## Work request
Starting with the line that contains "Detect the street", reproduce each line through the end of the listing below, with no other output.

####################

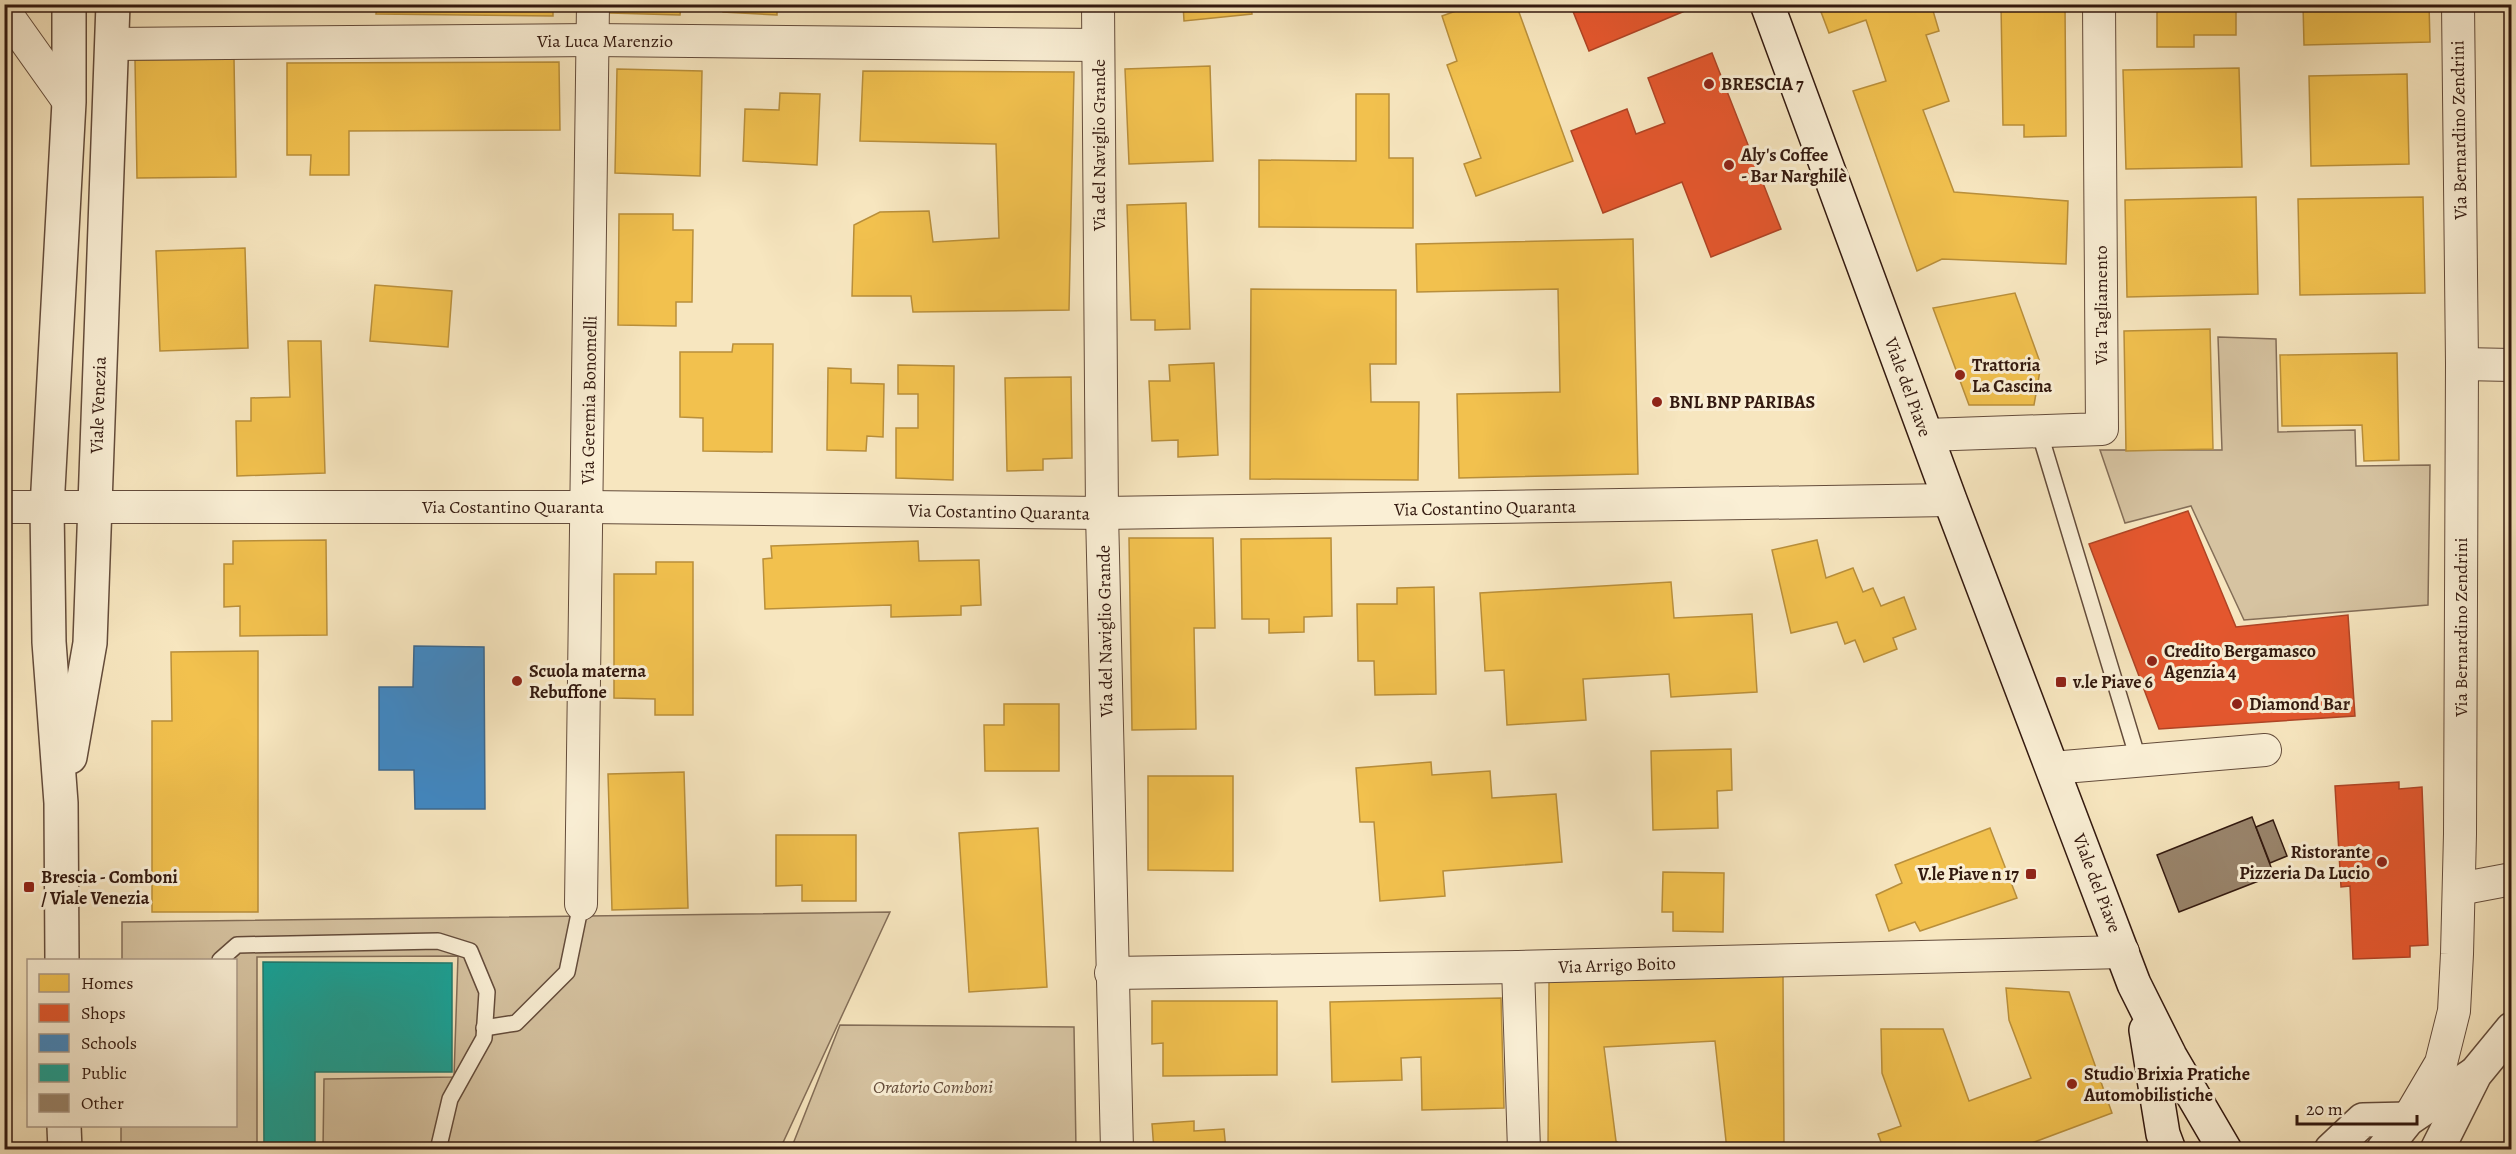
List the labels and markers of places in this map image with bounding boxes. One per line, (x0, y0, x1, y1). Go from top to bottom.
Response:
place label: BRESCIA 7 (1721, 72, 1804, 96)
marker: BRESCIA 7 (1702, 77, 1716, 91)
place label: Aly's Coffee - Bar Narghilè (1740, 143, 1847, 188)
marker: Aly's Coffee - Bar Narghilè (1722, 158, 1736, 172)
place label: Trattoria La Cascina (1972, 353, 2053, 398)
marker: Trattoria La Cascina (1953, 368, 1967, 382)
place label: BNL BNP PARIBAS (1669, 390, 1815, 414)
marker: BNL BNP PARIBAS (1650, 395, 1664, 409)
place label: Credito Bergamasco Agenzia 4 (2163, 639, 2316, 684)
marker: Credito Bergamasco Agenzia 4 (2145, 654, 2159, 668)
place label: Scuola materna Rebuffone (529, 659, 646, 704)
place label: v.le Piave 6 (2072, 670, 2153, 694)
marker: Scuola materna Rebuffone (510, 674, 524, 688)
marker: v.le Piave 6 (2054, 675, 2068, 689)
place label: Diamond Bar (2249, 692, 2351, 716)
marker: Diamond Bar (2230, 697, 2244, 711)
place label: Ristorante Pizzeria Da Lucio (2239, 840, 2370, 885)
marker: Ristorante Pizzeria Da Lucio (2375, 855, 2389, 869)
place label: V.le Piave n 17 (1917, 862, 2019, 886)
place label: Brescia - Comboni / Viale Venezia (41, 865, 178, 910)
marker: V.le Piave n 17 (2024, 867, 2038, 881)
marker: Brescia - Comboni / Viale Venezia (22, 880, 36, 894)
place label: Studio Brixia Pratiche Automobilistiche (2083, 1062, 2250, 1107)
marker: Studio Brixia Pratiche Automobilistiche (2065, 1077, 2079, 1091)

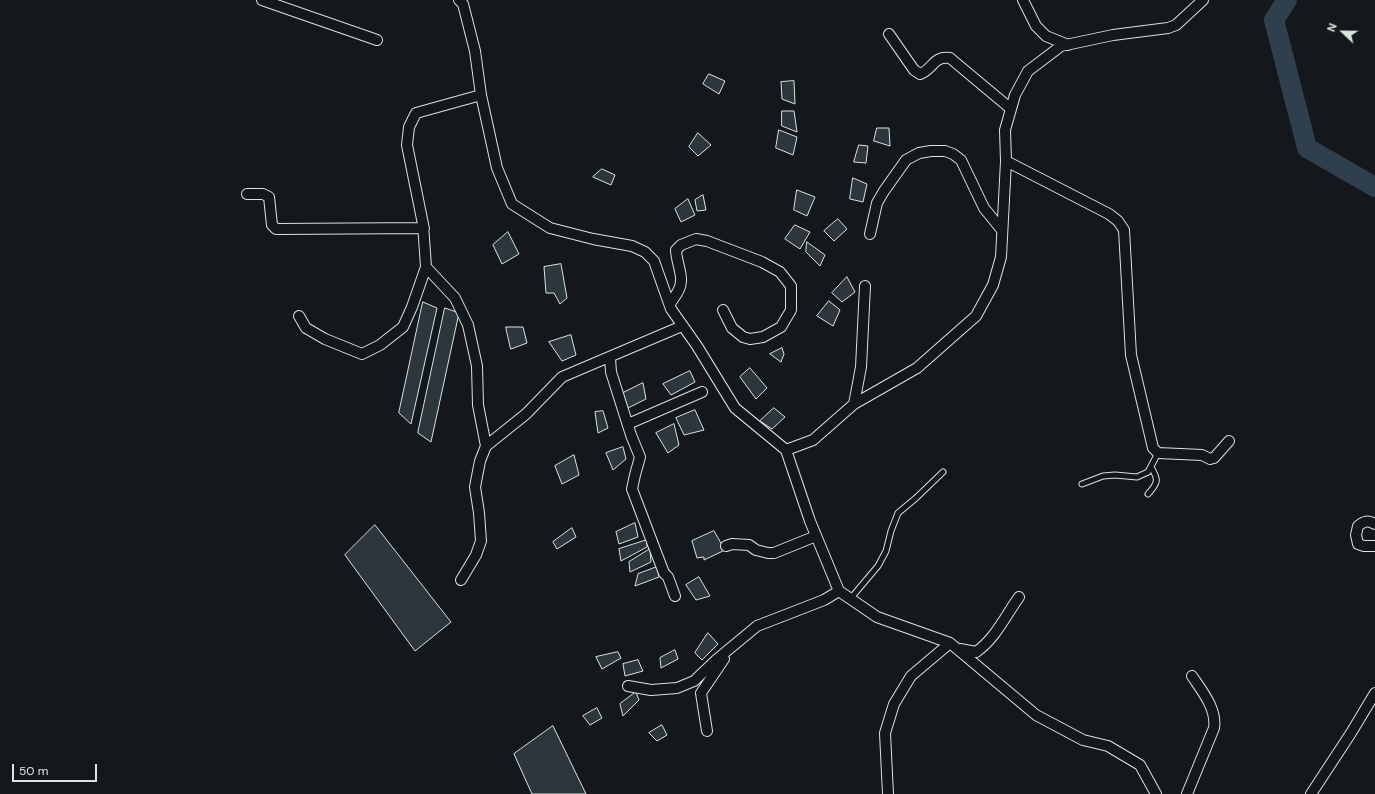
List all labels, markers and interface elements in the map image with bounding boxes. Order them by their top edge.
north arrow [1323,12,1363,52]
text: N [1324,21,1340,34]
scale bar [14,756,99,782]
text: 50 m [19,763,48,779]

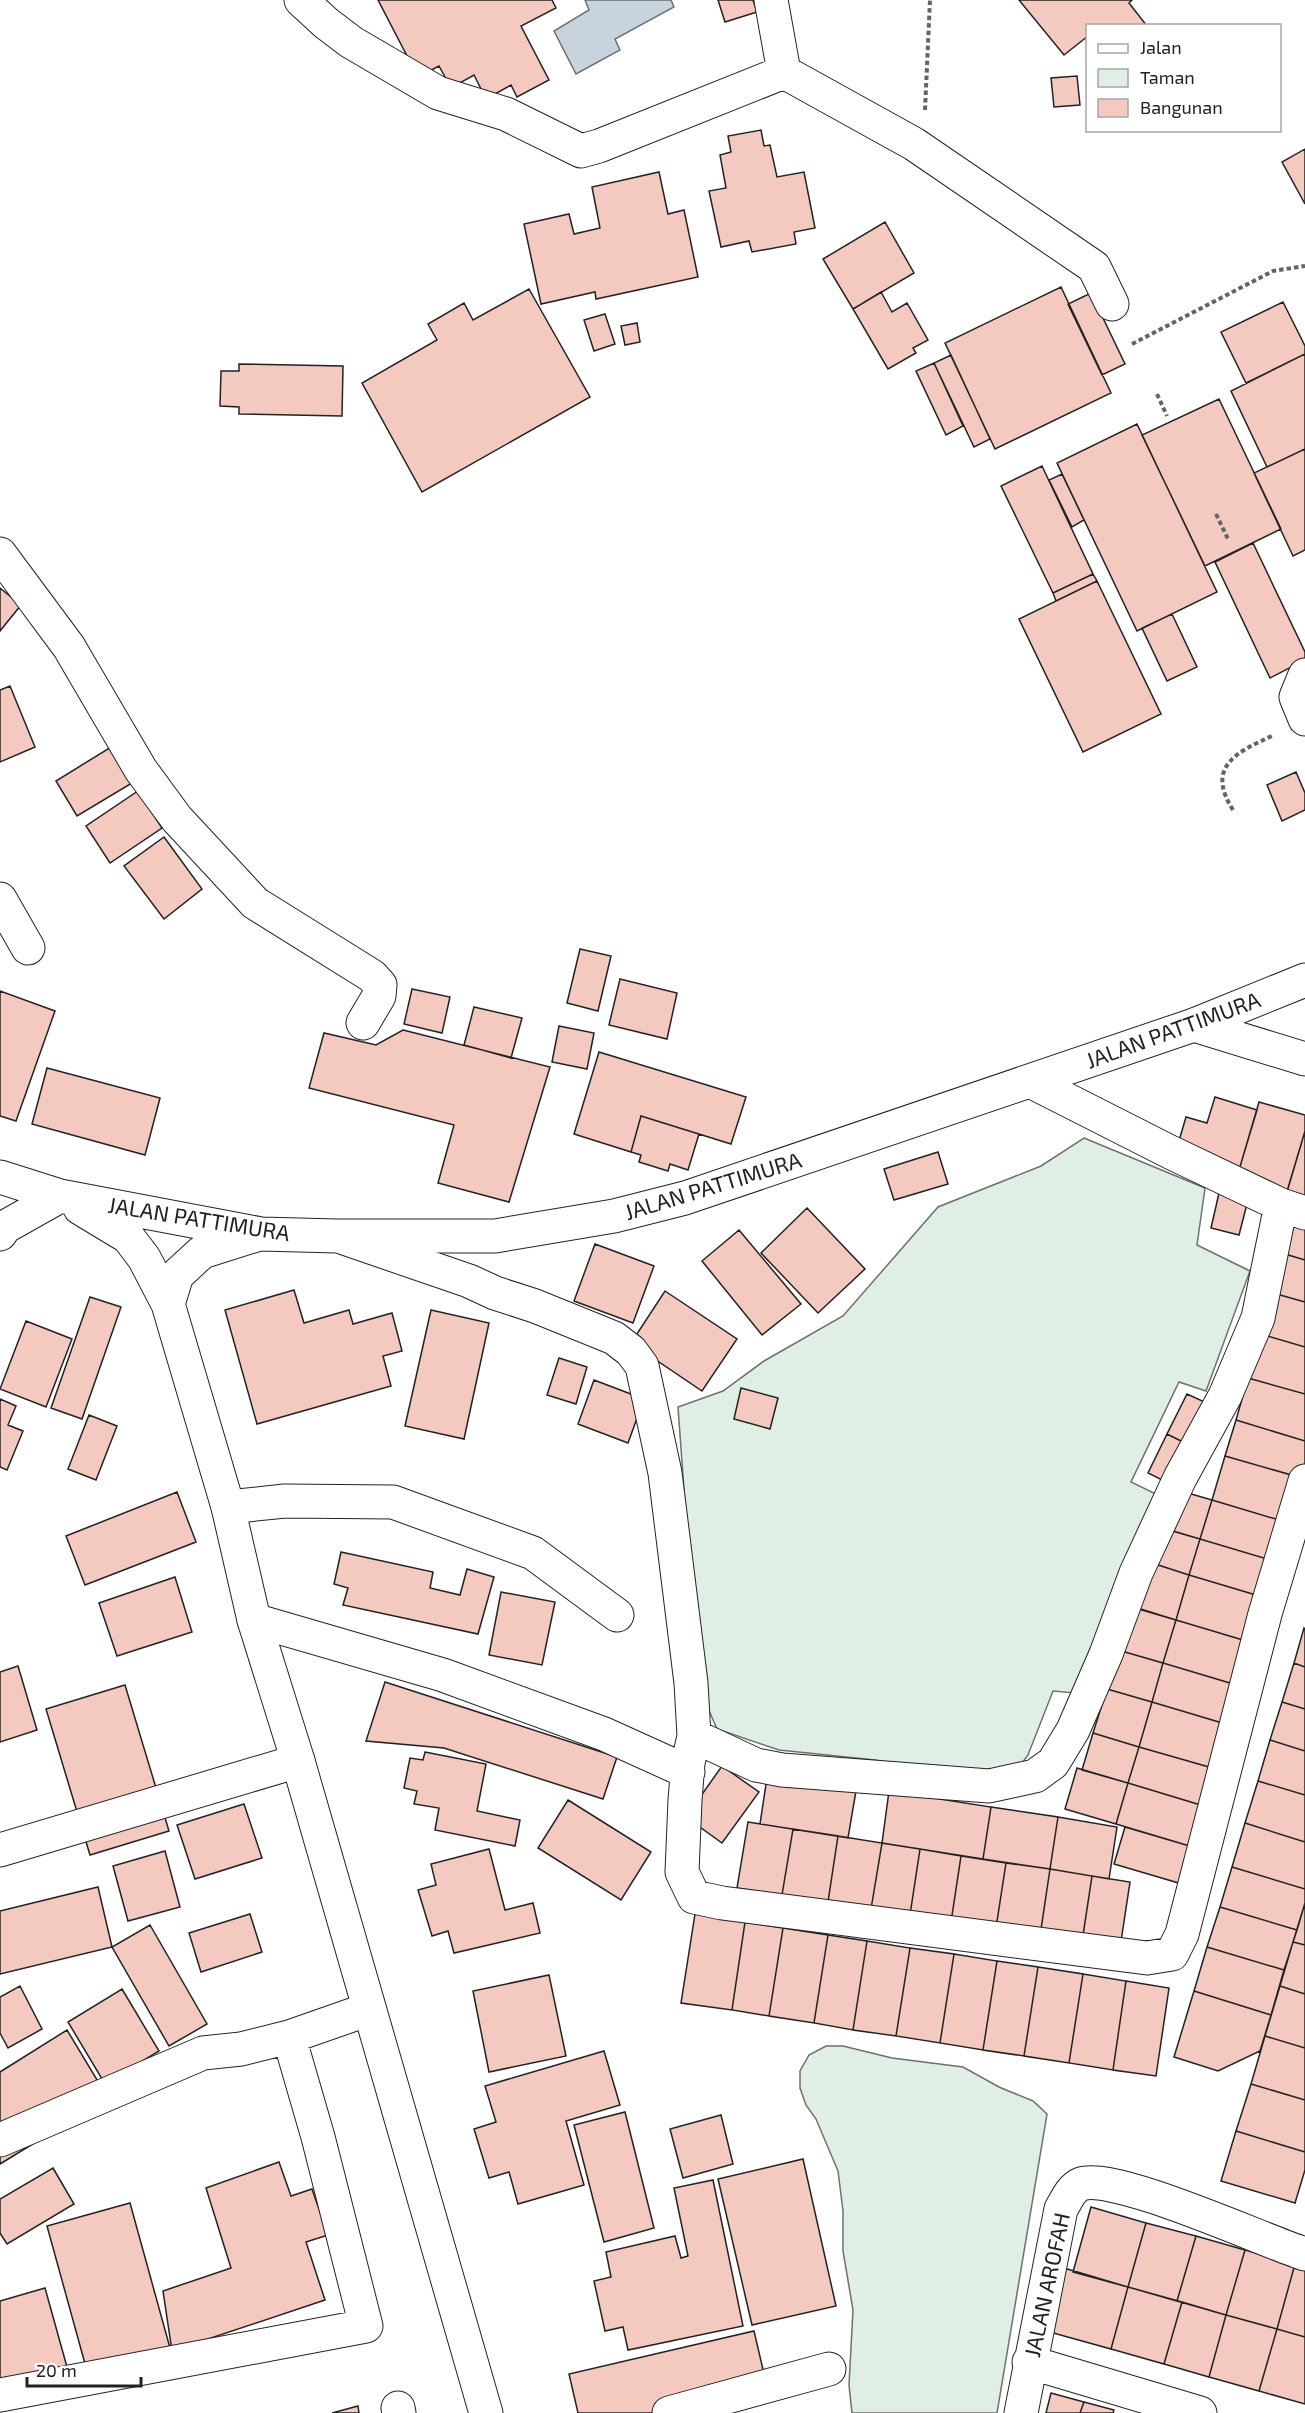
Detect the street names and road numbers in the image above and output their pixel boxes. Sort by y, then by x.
street label: JALAN PATTIMURA [1082,985,1264,1073]
street label: JALAN PATTIMURA [621,1146,805,1224]
street label: JALAN PATTIMURA [106,1191,292,1245]
street label: JALAN AROFAH [1018,2210,1074,2359]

####################

## Response to this exercise
Detect the street names and road numbers in the image above and output their pixel boxes. Sort by y, then by x.
street label: JALAN PATTIMURA [1082,985,1264,1073]
street label: JALAN PATTIMURA [621,1146,805,1224]
street label: JALAN PATTIMURA [106,1191,292,1245]
street label: JALAN AROFAH [1018,2210,1074,2359]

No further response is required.